Es una bacanal rústica y diabólica que, tanto durante el día como durante la
noche, no conoce interrupción de los gritos, los ruidos, las músicas, los
estrépitos y las resonancias de las cornetas y trompas.
Los ciegos
cantan melopeas tristes que nadie escucha; los negros bailan y ruedan hinchando
las mejillas, los muchachitos se gastan los labios soplando en las cornetas;
los jóvenes hacen estallar petardos entre los pies de las muchachas, éstas
agitan en el aire los multicolores componentes de sus ropas; los viejos beben,
fuman y ríen; disparan los tiradores al blanco; los charlatanes hablan
hasta quedar roncos; los saltimbanquis se estiran y retuercen; sudan los vendedores de
líquidos; chirrían los gramófonos, gimen y gorjean las radios. En una
palabra: se concentra el ruido bestial y la balumba infernal de todas las
ferias del mundo.
Entontecido
por el calor y el fragor me alejaba en dirección al campo, pensando para mí
cuán locos y bufones eran mis semejantes al llamar fiestas y diversiones a esos
ataques de furor colectivo, capaces únicamente de herir los oídos, de
echar a perder el estómago, de martirizar el cerebro, de impedir el sueño y de
multiplicar las enfermedades nerviosas. Sentía necesidad de soledad y
silencio.
Pero cuando
estaba ya dejando atrás la ciudad entreví a mi derecha, en el término de una
callecita breve, que había allí una placita donde estaban algunas personas en
pie, parecían escuchar y mirar a alguien que yo no podía distinguir. No partía
de allí ruido alguno, y quise conocer las causas de aquel prodigio.
Más que plaza
parecía ser un gran patio rodeado por edificios altos, oscuros y leprosos,
ennegrecidos y descortezados por el aire salino.
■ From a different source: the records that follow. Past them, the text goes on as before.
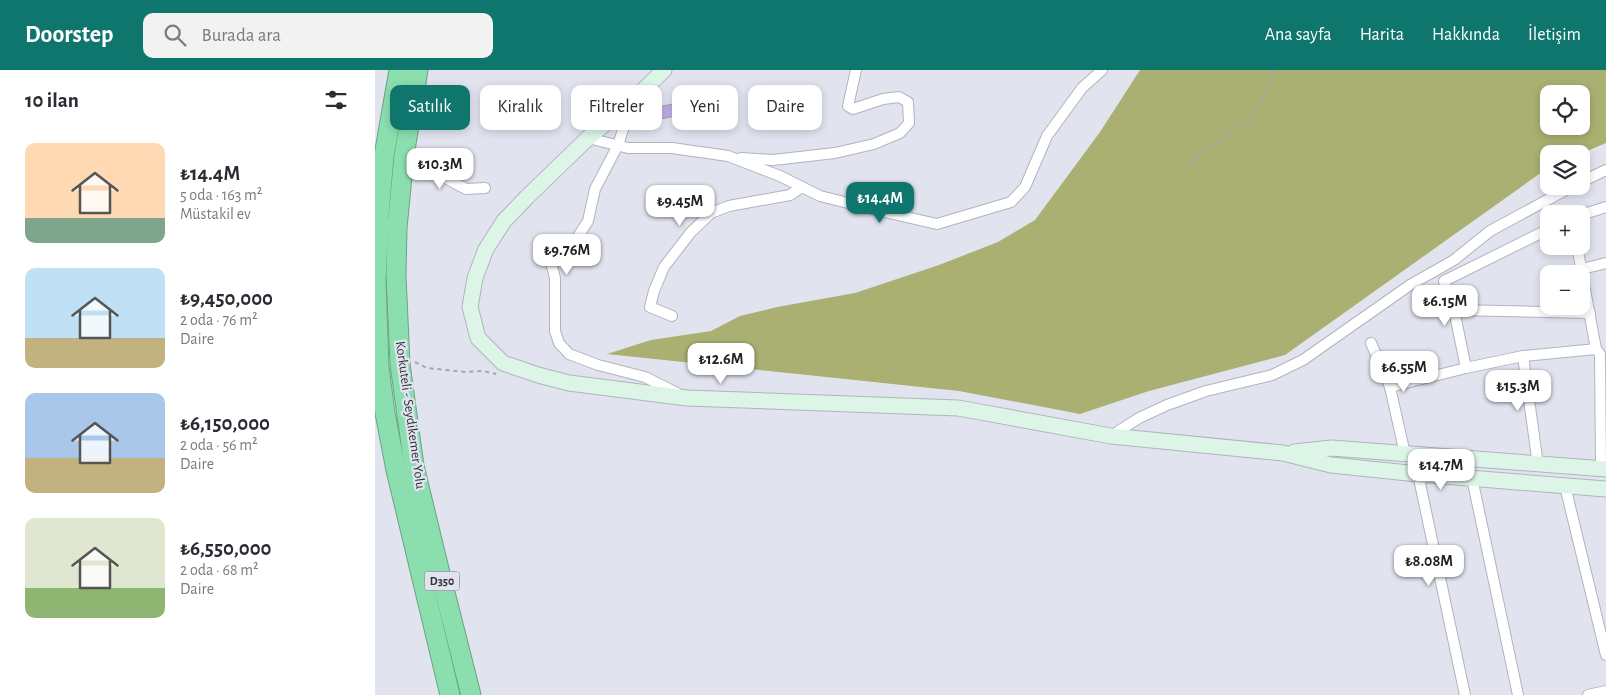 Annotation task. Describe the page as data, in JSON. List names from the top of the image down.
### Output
{
  "streets": {
    "highway": ["Korkuteli - Seydikemer Yolu", "D350"]
  },
  "page": {
    "header": "Doorstep",
    "search": "Burada ara",
    "nav": [
      "Ana sayfa",
      "Harita",
      "Hakkında",
      "İletişim"
    ],
    "heading": "10 ilan",
    "map_buttons": ["+", "−"],
    "chip": [
      "Satılık",
      "Kiralık",
      "Filtreler",
      "Yeni",
      "Daire"
    ],
    "list": [
      {
        "name": "₺14.4M",
        "note": "5 oda · 163 m² · Müstakil ev"
      },
      {
        "name": "₺9,450,000",
        "note": "2 oda · 76 m² · Daire"
      },
      {
        "name": "₺6,150,000",
        "note": "2 oda · 56 m² · Daire"
      },
      {
        "name": "₺6,550,000",
        "note": "2 oda · 68 m² · Daire"
      }
    ],
    "price": [
      "₺10.3M",
      "₺14.4M",
      "₺9.45M",
      "₺9.76M",
      "₺6.15M",
      "₺12.6M",
      "₺6.55M",
      "₺15.3M",
      "₺14.7M",
      "₺8.08M"
    ]
  }
}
Se aproximaba el crepúsculo,
y el conjunto causaba una impresión de ambiente misterioso y embrujado. Había
en la placita una especie de escenario abierto que tenía a los costados
colgaduras negras a modo de bastidores. En el tablado, y a poca distancia una
de otra, se veían dos mesas de abeto, sin pintura, y detrás de cada una estaba
de pie un viejo, ambos de elevada estatura, de largas barbas blancas y de
rasgos severos. Uno de ellos vestía una garnacha de terciopelo turquí, el otro
tenía puesta una túnica color castaño que le daba el aspecto de un fraile.
Una de las mesas estaba ocupada por objetos que brillaban a los últimos
reflejos del sol; la otra estaba llena de botellas de tamaños diversos.
El viejo
vestido de turquí levantó uno de los objetos brillantes y lo enseñó a las
pocas personas presentes. Era un espejo redondo.
-Este -dijo- es el espejo
revelador del tiempo pasado; en él podréis ver a vuestro gusto las imágenes de
vuestros difuntos padres, de los antepasados más lejanos de vuestra familia.
Luego, el viejo vestido de castaño levantó una botella de color hiel y
exclamó:
-Esta botella
contiene un licor portentoso. Bastan unas pocas gotas para devolver la
vida a un moribundo o a un cadáver. Pero debo advertir que esa resurrección no
puede durar más de veinticuatro horas.
El otro viejo
tomó de su mesa otro espejo, de forma oval y dijo así:
-Este es el
espejo de la belleza desconocida. Todo el que se mire en él después de haberse
purificado con un baño, se verá a si mismo bellísimo, aun cuando sea un
monstruo deforme o una bruja repugnante.
El viejo de
castaño enseñó otra botella, pequeña y transparente:
-En esta
botella está contenida una esencia oriental que inspira ternura y
voluptuosidad. Bastará que la hagáis oler a la mujer que se os resiste, y os
amará. Pero debo confesar que su milagroso efecto no dura más de doce horas.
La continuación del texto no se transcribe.